WORK INSTRUCTIONS: Below is a set of records; print all of them exactly as written.

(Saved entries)
Start of Block

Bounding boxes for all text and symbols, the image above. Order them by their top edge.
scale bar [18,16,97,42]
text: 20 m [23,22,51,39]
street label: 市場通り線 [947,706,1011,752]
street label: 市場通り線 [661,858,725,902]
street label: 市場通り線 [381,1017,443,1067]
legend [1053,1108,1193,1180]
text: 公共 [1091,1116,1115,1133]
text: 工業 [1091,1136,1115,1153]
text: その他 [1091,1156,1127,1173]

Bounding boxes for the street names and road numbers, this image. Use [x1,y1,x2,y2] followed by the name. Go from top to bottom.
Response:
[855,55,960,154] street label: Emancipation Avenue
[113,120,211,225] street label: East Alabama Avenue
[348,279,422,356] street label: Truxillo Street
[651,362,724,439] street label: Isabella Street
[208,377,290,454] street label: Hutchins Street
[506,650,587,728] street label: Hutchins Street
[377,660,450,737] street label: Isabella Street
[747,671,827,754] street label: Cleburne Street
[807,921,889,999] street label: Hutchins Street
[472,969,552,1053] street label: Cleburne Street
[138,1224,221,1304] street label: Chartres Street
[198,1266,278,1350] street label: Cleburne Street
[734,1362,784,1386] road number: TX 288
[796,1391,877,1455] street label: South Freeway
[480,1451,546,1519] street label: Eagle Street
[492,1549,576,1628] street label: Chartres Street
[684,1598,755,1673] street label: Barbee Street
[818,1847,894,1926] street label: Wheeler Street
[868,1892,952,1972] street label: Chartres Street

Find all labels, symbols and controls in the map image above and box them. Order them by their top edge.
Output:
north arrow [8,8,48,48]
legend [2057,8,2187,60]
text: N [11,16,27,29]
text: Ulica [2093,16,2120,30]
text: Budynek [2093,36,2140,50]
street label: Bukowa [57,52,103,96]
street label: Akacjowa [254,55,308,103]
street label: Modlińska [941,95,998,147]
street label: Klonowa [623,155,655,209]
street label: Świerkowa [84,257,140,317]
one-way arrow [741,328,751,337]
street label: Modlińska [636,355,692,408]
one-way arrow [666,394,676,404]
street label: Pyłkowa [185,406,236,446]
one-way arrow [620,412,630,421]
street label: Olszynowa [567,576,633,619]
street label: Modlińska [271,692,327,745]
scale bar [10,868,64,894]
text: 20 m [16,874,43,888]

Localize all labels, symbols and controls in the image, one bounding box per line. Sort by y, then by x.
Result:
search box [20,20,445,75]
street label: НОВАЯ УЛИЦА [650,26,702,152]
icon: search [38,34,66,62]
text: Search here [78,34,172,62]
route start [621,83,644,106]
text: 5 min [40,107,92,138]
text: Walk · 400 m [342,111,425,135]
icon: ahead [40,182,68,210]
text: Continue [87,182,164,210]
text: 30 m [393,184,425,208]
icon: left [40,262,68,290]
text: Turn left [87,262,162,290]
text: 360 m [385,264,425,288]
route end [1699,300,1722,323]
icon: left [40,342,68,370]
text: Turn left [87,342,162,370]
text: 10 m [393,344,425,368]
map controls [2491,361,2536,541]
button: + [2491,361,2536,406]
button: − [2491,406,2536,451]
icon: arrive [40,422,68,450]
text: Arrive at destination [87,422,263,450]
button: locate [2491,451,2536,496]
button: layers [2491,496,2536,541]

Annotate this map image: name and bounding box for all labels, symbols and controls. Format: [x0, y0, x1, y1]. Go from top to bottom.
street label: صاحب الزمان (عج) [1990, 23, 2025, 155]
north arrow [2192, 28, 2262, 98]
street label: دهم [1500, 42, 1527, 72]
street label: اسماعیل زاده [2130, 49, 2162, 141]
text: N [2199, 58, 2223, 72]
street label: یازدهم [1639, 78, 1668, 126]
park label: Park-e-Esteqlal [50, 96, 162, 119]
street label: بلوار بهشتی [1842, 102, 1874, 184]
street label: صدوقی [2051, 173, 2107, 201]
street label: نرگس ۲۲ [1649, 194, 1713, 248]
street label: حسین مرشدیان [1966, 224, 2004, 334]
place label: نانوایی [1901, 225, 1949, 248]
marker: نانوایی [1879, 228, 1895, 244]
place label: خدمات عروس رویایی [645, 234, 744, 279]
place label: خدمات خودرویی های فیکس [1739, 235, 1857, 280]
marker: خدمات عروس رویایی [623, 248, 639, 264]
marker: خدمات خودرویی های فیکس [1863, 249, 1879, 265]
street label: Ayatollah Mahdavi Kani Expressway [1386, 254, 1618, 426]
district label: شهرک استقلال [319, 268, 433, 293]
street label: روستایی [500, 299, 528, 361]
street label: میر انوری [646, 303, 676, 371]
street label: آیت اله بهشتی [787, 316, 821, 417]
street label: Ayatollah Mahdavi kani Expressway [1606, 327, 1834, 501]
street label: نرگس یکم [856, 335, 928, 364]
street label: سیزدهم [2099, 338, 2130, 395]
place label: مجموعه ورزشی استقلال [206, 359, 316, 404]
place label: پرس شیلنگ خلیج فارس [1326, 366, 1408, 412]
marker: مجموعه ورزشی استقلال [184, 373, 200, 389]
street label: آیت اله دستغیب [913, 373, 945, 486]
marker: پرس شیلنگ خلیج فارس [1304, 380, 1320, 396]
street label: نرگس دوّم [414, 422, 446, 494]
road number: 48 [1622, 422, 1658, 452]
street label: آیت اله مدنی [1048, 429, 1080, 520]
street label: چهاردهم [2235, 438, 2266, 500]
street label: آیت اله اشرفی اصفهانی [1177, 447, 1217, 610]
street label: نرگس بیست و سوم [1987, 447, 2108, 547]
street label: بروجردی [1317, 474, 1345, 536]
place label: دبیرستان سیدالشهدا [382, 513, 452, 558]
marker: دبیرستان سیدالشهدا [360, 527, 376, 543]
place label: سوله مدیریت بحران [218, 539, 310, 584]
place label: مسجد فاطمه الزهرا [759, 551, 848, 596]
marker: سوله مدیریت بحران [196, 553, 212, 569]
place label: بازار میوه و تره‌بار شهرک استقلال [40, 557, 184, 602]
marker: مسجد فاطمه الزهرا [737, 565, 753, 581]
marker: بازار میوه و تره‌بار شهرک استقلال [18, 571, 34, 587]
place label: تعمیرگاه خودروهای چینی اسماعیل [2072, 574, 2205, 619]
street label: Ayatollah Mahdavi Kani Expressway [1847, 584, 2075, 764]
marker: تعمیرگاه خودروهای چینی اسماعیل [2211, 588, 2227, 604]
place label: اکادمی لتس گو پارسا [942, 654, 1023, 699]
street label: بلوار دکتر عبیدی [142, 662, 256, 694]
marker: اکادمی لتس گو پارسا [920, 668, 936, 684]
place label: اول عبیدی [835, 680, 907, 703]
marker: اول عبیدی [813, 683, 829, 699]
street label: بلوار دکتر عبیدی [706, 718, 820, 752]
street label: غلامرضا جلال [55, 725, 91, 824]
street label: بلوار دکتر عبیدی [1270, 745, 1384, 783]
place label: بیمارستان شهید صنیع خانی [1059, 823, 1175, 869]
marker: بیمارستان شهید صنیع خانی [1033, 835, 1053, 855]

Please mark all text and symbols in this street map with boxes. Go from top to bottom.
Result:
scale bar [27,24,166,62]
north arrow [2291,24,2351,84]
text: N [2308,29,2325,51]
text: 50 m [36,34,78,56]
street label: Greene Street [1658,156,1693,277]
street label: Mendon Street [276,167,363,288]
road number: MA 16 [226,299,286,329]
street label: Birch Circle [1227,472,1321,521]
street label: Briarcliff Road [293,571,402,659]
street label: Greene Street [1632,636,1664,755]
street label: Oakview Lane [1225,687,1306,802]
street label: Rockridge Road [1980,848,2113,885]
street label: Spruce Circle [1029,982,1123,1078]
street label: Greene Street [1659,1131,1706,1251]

End of Block

ANSWER SECTION:
Bounding boxes for all text and symbols, the image above. Order them by their top edge.
scale bar [18,16,97,42]
text: 20 m [23,22,51,39]
street label: 市場通り線 [947,706,1011,752]
street label: 市場通り線 [661,858,725,902]
street label: 市場通り線 [381,1017,443,1067]
legend [1053,1108,1193,1180]
text: 公共 [1091,1116,1115,1133]
text: 工業 [1091,1136,1115,1153]
text: その他 [1091,1156,1127,1173]

Bounding boxes for the street names and road numbers, this image. Use [x1,y1,x2,y2] followed by the name. Go from top to bottom.
Response:
[855,55,960,154] street label: Emancipation Avenue
[113,120,211,225] street label: East Alabama Avenue
[348,279,422,356] street label: Truxillo Street
[651,362,724,439] street label: Isabella Street
[208,377,290,454] street label: Hutchins Street
[506,650,587,728] street label: Hutchins Street
[377,660,450,737] street label: Isabella Street
[747,671,827,754] street label: Cleburne Street
[807,921,889,999] street label: Hutchins Street
[472,969,552,1053] street label: Cleburne Street
[138,1224,221,1304] street label: Chartres Street
[198,1266,278,1350] street label: Cleburne Street
[734,1362,784,1386] road number: TX 288
[796,1391,877,1455] street label: South Freeway
[480,1451,546,1519] street label: Eagle Street
[492,1549,576,1628] street label: Chartres Street
[684,1598,755,1673] street label: Barbee Street
[818,1847,894,1926] street label: Wheeler Street
[868,1892,952,1972] street label: Chartres Street

Find all labels, symbols and controls in the map image above and box them. Order them by their top edge.
Output:
north arrow [8,8,48,48]
legend [2057,8,2187,60]
text: N [11,16,27,29]
text: Ulica [2093,16,2120,30]
text: Budynek [2093,36,2140,50]
street label: Bukowa [57,52,103,96]
street label: Akacjowa [254,55,308,103]
street label: Modlińska [941,95,998,147]
street label: Klonowa [623,155,655,209]
street label: Świerkowa [84,257,140,317]
one-way arrow [741,328,751,337]
street label: Modlińska [636,355,692,408]
one-way arrow [666,394,676,404]
street label: Pyłkowa [185,406,236,446]
one-way arrow [620,412,630,421]
street label: Olszynowa [567,576,633,619]
street label: Modlińska [271,692,327,745]
scale bar [10,868,64,894]
text: 20 m [16,874,43,888]

Localize all labels, symbols and controls in the image, one bounding box per line. Sort by y, then by x.
Result:
search box [20,20,445,75]
street label: НОВАЯ УЛИЦА [650,26,702,152]
icon: search [38,34,66,62]
text: Search here [78,34,172,62]
route start [621,83,644,106]
text: 5 min [40,107,92,138]
text: Walk · 400 m [342,111,425,135]
icon: ahead [40,182,68,210]
text: Continue [87,182,164,210]
text: 30 m [393,184,425,208]
icon: left [40,262,68,290]
text: Turn left [87,262,162,290]
text: 360 m [385,264,425,288]
route end [1699,300,1722,323]
icon: left [40,342,68,370]
text: Turn left [87,342,162,370]
text: 10 m [393,344,425,368]
map controls [2491,361,2536,541]
button: + [2491,361,2536,406]
button: − [2491,406,2536,451]
icon: arrive [40,422,68,450]
text: Arrive at destination [87,422,263,450]
button: locate [2491,451,2536,496]
button: layers [2491,496,2536,541]

Annotate this map image: name and bounding box for all labels, symbols and controls. Format: [x0, y0, x1, y1]. Go from top to bottom.
street label: صاحب الزمان (عج) [1990, 23, 2025, 155]
north arrow [2192, 28, 2262, 98]
street label: دهم [1500, 42, 1527, 72]
street label: اسماعیل زاده [2130, 49, 2162, 141]
text: N [2199, 58, 2223, 72]
street label: یازدهم [1639, 78, 1668, 126]
park label: Park-e-Esteqlal [50, 96, 162, 119]
street label: بلوار بهشتی [1842, 102, 1874, 184]
street label: صدوقی [2051, 173, 2107, 201]
street label: نرگس ۲۲ [1649, 194, 1713, 248]
street label: حسین مرشدیان [1966, 224, 2004, 334]
place label: نانوایی [1901, 225, 1949, 248]
marker: نانوایی [1879, 228, 1895, 244]
place label: خدمات عروس رویایی [645, 234, 744, 279]
place label: خدمات خودرویی های فیکس [1739, 235, 1857, 280]
marker: خدمات عروس رویایی [623, 248, 639, 264]
marker: خدمات خودرویی های فیکس [1863, 249, 1879, 265]
street label: Ayatollah Mahdavi Kani Expressway [1386, 254, 1618, 426]
district label: شهرک استقلال [319, 268, 433, 293]
street label: روستایی [500, 299, 528, 361]
street label: میر انوری [646, 303, 676, 371]
street label: آیت اله بهشتی [787, 316, 821, 417]
street label: Ayatollah Mahdavi kani Expressway [1606, 327, 1834, 501]
street label: نرگس یکم [856, 335, 928, 364]
street label: سیزدهم [2099, 338, 2130, 395]
place label: مجموعه ورزشی استقلال [206, 359, 316, 404]
place label: پرس شیلنگ خلیج فارس [1326, 366, 1408, 412]
marker: مجموعه ورزشی استقلال [184, 373, 200, 389]
street label: آیت اله دستغیب [913, 373, 945, 486]
marker: پرس شیلنگ خلیج فارس [1304, 380, 1320, 396]
street label: نرگس دوّم [414, 422, 446, 494]
road number: 48 [1622, 422, 1658, 452]
street label: آیت اله مدنی [1048, 429, 1080, 520]
street label: چهاردهم [2235, 438, 2266, 500]
street label: آیت اله اشرفی اصفهانی [1177, 447, 1217, 610]
street label: نرگس بیست و سوم [1987, 447, 2108, 547]
street label: بروجردی [1317, 474, 1345, 536]
place label: دبیرستان سیدالشهدا [382, 513, 452, 558]
marker: دبیرستان سیدالشهدا [360, 527, 376, 543]
place label: سوله مدیریت بحران [218, 539, 310, 584]
place label: مسجد فاطمه الزهرا [759, 551, 848, 596]
marker: سوله مدیریت بحران [196, 553, 212, 569]
place label: بازار میوه و تره‌بار شهرک استقلال [40, 557, 184, 602]
marker: مسجد فاطمه الزهرا [737, 565, 753, 581]
marker: بازار میوه و تره‌بار شهرک استقلال [18, 571, 34, 587]
place label: تعمیرگاه خودروهای چینی اسماعیل [2072, 574, 2205, 619]
street label: Ayatollah Mahdavi Kani Expressway [1847, 584, 2075, 764]
marker: تعمیرگاه خودروهای چینی اسماعیل [2211, 588, 2227, 604]
place label: اکادمی لتس گو پارسا [942, 654, 1023, 699]
street label: بلوار دکتر عبیدی [142, 662, 256, 694]
marker: اکادمی لتس گو پارسا [920, 668, 936, 684]
place label: اول عبیدی [835, 680, 907, 703]
marker: اول عبیدی [813, 683, 829, 699]
street label: بلوار دکتر عبیدی [706, 718, 820, 752]
street label: غلامرضا جلال [55, 725, 91, 824]
street label: بلوار دکتر عبیدی [1270, 745, 1384, 783]
place label: بیمارستان شهید صنیع خانی [1059, 823, 1175, 869]
marker: بیمارستان شهید صنیع خانی [1033, 835, 1053, 855]

Please mark all text and symbols in this street map with boxes. Go from top to bottom.
Result:
scale bar [27,24,166,62]
north arrow [2291,24,2351,84]
text: N [2308,29,2325,51]
text: 50 m [36,34,78,56]
street label: Greene Street [1658,156,1693,277]
street label: Mendon Street [276,167,363,288]
road number: MA 16 [226,299,286,329]
street label: Birch Circle [1227,472,1321,521]
street label: Briarcliff Road [293,571,402,659]
street label: Greene Street [1632,636,1664,755]
street label: Oakview Lane [1225,687,1306,802]
street label: Rockridge Road [1980,848,2113,885]
street label: Spruce Circle [1029,982,1123,1078]
street label: Greene Street [1659,1131,1706,1251]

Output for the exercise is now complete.